Lately, my mind is a lemon. Sour, puckery and inanimate. Also, it is akin to a lemon in the automotive sense. It's not working right, and I think there might have been something wrong with it from the get go because it's constantly giving me trouble.
Because my brain is not working right, I have wanted to go to bed for the evening since 3:30 this afternoon. I've had more than an adequate amount of sleep and I wasn't particularly tired. But my brain was telling me that it had had enough for the day and it was time for lights out. I made it a quesadilla and turned on the television, but it still wasn't enough. I strained to stay awake because the post it note that said, "Dad. Birthday. Choir practice. Call @ dinnertime," had been staring at me for almost a week, and I thought I could at least stay up for an obligatory phone call. After the call, I took a walk around the neighborhood. Instead of my usual walk adgenda* I went out for the sole purpose of staying up to a reasonable hour.

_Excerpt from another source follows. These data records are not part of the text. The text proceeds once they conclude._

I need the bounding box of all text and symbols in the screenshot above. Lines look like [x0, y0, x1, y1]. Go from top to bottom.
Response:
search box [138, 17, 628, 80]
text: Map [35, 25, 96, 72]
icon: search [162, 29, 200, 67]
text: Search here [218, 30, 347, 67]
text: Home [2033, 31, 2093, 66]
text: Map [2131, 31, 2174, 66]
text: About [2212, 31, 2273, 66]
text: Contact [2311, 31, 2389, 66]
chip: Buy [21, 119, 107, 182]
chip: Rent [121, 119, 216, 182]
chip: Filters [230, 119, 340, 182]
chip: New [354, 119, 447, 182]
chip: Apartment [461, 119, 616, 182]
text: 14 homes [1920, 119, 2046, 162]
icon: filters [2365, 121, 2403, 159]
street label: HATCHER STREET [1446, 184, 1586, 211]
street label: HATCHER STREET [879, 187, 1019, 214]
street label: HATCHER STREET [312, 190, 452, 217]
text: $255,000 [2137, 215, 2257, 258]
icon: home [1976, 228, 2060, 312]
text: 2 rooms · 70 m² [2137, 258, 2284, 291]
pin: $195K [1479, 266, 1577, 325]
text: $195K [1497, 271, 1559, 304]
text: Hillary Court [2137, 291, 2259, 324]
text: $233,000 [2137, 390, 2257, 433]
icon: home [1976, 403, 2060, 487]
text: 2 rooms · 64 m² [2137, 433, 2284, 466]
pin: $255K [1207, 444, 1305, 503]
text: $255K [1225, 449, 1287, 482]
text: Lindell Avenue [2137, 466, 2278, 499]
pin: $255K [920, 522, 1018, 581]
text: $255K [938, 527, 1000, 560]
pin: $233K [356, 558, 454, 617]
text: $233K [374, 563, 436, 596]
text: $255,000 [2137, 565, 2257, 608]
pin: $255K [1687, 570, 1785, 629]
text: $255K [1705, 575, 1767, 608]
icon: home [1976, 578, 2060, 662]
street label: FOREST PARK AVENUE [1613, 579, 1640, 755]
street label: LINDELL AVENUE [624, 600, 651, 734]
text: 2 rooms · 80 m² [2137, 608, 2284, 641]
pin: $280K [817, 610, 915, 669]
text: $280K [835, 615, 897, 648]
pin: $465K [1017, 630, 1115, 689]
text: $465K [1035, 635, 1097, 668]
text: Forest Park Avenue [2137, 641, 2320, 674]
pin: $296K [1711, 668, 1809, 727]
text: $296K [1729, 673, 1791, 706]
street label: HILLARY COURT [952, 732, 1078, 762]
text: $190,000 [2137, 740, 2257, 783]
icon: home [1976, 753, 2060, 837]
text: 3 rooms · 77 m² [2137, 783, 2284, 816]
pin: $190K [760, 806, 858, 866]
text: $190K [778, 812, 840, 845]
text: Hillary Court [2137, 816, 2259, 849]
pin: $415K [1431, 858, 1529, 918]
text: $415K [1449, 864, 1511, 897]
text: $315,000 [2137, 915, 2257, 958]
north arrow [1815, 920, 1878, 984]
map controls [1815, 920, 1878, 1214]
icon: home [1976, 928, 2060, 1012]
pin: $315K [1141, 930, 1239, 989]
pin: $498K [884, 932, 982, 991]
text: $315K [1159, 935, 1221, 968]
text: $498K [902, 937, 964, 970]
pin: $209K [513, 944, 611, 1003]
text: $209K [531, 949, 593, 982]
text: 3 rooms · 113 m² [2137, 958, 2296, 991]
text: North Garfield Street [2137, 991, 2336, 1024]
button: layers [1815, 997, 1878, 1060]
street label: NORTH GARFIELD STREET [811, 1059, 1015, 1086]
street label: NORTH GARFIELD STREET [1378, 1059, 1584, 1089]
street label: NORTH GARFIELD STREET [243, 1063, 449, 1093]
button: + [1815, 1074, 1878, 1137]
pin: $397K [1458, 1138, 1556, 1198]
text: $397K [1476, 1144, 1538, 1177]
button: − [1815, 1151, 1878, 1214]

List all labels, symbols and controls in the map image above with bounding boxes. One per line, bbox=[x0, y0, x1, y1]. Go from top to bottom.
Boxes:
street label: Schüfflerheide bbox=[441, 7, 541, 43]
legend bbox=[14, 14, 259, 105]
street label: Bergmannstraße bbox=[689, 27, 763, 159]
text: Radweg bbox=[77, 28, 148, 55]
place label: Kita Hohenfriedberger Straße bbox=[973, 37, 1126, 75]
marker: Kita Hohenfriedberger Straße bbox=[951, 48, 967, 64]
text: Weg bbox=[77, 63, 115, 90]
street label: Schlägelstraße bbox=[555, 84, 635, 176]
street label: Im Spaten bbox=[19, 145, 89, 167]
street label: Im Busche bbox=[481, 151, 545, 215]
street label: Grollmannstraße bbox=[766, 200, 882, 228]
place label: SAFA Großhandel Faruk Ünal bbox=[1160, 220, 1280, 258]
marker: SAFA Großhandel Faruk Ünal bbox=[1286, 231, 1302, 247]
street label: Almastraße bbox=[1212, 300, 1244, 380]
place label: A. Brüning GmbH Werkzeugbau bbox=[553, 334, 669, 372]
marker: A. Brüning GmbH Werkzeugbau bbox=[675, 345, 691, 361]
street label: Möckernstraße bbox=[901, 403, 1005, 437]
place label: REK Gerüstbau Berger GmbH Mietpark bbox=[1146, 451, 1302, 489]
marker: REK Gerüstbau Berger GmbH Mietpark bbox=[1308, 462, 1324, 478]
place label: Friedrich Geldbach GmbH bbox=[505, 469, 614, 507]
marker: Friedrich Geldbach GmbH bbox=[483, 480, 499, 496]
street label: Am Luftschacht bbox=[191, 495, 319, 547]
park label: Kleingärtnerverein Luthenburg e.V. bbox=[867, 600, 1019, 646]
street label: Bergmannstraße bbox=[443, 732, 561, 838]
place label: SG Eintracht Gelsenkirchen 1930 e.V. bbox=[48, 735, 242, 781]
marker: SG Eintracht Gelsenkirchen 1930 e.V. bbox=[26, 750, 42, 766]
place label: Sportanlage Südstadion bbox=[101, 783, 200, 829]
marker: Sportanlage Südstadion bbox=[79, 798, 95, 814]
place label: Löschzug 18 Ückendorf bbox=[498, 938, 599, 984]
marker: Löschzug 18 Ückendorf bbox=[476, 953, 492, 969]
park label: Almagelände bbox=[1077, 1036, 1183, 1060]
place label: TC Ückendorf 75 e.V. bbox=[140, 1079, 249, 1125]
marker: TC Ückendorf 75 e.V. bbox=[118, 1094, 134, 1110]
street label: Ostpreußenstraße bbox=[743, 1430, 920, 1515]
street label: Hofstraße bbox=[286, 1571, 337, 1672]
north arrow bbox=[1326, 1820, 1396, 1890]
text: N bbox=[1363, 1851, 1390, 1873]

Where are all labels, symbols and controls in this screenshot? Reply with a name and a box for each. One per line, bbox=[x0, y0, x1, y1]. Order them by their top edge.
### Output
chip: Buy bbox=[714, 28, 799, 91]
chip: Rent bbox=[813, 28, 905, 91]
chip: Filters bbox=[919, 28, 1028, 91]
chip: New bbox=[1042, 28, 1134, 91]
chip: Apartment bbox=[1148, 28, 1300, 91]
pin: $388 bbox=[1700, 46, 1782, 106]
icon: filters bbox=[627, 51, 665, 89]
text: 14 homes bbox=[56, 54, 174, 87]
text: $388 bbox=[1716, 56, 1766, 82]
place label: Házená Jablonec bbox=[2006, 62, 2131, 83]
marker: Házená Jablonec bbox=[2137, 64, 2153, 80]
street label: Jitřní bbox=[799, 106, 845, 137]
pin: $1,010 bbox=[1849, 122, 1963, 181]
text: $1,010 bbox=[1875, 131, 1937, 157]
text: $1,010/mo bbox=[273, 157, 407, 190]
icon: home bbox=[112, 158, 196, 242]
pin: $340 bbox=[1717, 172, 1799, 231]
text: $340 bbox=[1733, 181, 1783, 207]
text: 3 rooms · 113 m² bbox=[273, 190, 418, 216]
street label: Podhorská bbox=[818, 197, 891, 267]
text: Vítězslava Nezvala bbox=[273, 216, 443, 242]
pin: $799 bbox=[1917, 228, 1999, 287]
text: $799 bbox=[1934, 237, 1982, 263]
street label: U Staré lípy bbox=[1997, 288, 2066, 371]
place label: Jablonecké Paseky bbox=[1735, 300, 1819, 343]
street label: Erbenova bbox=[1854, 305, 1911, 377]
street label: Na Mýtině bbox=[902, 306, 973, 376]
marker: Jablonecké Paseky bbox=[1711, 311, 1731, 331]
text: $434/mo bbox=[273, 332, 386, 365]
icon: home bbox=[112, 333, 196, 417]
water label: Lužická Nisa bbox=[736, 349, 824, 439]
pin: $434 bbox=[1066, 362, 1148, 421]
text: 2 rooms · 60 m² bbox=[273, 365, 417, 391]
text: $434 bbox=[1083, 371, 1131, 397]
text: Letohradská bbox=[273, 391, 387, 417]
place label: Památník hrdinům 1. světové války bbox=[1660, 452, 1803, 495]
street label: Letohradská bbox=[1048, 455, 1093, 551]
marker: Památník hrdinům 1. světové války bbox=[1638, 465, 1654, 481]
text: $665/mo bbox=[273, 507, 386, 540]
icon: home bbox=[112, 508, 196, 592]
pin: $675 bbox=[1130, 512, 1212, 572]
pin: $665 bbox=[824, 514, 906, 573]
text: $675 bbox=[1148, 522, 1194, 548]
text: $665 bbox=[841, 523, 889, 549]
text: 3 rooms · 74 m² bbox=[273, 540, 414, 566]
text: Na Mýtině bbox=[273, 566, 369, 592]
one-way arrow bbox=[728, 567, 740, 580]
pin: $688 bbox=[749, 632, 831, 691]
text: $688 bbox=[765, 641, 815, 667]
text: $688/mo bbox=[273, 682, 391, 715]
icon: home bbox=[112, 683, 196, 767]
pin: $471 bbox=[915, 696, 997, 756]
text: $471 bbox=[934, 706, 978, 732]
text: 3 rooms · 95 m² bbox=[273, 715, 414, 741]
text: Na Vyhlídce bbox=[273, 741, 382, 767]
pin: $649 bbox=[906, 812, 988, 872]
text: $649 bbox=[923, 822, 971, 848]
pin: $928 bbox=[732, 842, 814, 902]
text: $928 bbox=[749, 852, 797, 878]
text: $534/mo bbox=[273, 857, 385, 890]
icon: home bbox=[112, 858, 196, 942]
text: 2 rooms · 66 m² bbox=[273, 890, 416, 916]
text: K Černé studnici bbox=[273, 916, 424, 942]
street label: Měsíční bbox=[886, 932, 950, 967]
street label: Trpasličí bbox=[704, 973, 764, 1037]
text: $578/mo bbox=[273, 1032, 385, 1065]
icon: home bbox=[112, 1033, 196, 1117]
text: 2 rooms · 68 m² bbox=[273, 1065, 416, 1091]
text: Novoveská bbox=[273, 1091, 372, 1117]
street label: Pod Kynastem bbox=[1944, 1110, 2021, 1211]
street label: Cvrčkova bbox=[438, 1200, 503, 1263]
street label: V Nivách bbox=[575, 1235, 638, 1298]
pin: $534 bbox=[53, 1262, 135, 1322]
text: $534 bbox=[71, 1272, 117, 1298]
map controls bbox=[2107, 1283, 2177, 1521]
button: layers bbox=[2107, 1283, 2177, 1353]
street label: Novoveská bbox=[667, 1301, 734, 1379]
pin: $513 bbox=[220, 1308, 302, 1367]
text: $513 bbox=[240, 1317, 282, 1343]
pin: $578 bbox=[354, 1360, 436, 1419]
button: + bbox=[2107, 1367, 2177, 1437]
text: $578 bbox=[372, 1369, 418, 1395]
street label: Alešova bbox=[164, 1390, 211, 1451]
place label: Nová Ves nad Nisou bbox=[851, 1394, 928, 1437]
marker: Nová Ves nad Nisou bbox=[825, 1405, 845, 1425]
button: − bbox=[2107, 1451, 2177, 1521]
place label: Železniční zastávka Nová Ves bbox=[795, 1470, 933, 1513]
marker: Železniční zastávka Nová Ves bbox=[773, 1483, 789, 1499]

It's been an exhausting week. Not because I've done anything. I haven't. It just so happens that simple things, like brushing my teeth, render me useless for the rest of the day. To complicate matters, I have no attention span, problems concentrating and virtually no short-term memory. As one might imagine, this makes it hard to just about anything that requires more than about 15 seconds of my time.
My attempts at reading (usually one of my favorite pastimes) is a good example of my malfunctioning gray matter. I've read the first three sentences of the book Absurdistan by Gary Shteyngart at least 30 times. It takes me more than 2 minutes to finish reading them because I get distracted by punctuation marks, or the way a letter looks on a page, or a nagging ache in my left pinky toe. Even though I've read this fragment dozens of times over, I cannot for the life of me tell you what it said. It just does not stick.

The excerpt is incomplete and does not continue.